1. ## Matlab exercise

I am clueless on how to do this exercise I was assigned in my calculus class (even my professor isn't that knowledgeable about MATLAB):

Using the parametric representation $x = cosh(t)$ , $y = sinh(t)$ , plot the curve $1= x^{2} - y^{2}$. Include portions of both branches of this hyperbola. Then add the normalvectors to the plot of the curve. (Your plot should only show arrows attached to the hyperbola, not covering a 2D region.) Make sure you adjust the scales using axis equal to preserve orthogonality. Publish your M-file, including the graphic output.

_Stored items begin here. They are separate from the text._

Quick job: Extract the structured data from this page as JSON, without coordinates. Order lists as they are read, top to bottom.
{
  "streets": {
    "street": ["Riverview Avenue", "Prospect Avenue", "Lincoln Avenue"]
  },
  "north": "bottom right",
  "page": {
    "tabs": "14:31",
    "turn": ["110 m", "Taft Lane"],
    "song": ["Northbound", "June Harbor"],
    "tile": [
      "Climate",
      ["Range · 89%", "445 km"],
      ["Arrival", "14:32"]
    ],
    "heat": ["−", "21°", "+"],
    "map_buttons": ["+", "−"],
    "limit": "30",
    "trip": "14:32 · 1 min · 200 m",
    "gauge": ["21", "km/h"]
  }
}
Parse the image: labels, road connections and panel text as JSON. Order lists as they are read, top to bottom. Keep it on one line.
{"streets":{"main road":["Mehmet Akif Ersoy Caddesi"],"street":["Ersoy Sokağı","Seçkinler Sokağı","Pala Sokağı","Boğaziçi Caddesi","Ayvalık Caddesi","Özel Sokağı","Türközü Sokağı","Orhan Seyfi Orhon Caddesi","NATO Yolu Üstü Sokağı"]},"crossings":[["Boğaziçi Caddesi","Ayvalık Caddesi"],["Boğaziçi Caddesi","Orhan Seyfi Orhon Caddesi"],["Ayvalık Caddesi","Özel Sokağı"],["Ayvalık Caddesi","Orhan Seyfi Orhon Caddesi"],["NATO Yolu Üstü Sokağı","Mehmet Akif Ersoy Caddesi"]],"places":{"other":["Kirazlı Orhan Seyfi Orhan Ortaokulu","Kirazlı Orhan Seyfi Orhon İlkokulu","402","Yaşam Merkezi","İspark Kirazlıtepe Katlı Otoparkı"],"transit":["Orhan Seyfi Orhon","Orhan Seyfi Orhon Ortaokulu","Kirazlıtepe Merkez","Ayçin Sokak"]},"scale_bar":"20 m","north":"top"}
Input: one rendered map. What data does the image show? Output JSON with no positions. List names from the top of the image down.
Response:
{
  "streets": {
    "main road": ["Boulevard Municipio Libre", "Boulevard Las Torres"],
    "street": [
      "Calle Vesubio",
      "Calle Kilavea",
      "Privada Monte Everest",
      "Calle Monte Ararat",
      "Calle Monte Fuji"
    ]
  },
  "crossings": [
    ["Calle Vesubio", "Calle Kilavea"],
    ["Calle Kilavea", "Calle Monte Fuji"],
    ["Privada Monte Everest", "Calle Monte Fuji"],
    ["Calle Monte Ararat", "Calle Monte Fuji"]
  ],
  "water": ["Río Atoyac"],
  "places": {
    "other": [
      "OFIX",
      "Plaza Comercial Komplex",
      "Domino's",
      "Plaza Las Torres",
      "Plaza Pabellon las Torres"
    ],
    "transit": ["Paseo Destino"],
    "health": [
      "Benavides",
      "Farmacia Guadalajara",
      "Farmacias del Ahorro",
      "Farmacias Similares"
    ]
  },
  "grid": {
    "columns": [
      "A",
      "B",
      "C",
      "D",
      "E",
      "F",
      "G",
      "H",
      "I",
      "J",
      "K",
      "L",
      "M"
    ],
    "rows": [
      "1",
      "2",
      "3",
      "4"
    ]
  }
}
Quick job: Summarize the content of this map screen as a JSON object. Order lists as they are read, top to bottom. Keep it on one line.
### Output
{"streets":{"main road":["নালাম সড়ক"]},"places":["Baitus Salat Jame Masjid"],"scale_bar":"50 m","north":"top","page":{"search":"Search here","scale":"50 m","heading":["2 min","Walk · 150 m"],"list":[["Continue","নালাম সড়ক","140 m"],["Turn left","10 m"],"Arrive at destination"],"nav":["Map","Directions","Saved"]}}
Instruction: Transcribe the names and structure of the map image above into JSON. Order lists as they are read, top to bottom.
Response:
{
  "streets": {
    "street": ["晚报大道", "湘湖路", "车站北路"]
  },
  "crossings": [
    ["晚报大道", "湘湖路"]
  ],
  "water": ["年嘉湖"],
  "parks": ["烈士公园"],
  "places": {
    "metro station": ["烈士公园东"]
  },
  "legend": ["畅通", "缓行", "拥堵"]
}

2. Originally Posted by Pinkk
I am clueless on how to do this exercise I was assigned in my calculus class (even my professor isn't that knowledgeable about MATLAB):

Using the parametric representation $x = cosh(t)$ , $y = sinh(t)$ , plot the curve $1= x^{2} - y^{2}$. Include portions of both branches of this hyperbola. Then add the normalvectors to the plot of the curve. (Your plot should only show arrows attached to the hyperbola, not covering a 2D region.) Make sure you adjust the scales using axis equal to preserve orthogonality. Publish your M-file, including the graphic output.
The basic plot (single branch) is simple:

Code:
t=-1:0.1:1;
x=cosh(t);y=sinh(t);

plot(x,y);
The normal vector's gradients you will need to calculate yourself and then use the quiver function to plot the normals. For help on this type "help quiver" at the command prompt.

CB

3. Thank you. Like I said, our professor really hasn't gone over much in MATLAB so far.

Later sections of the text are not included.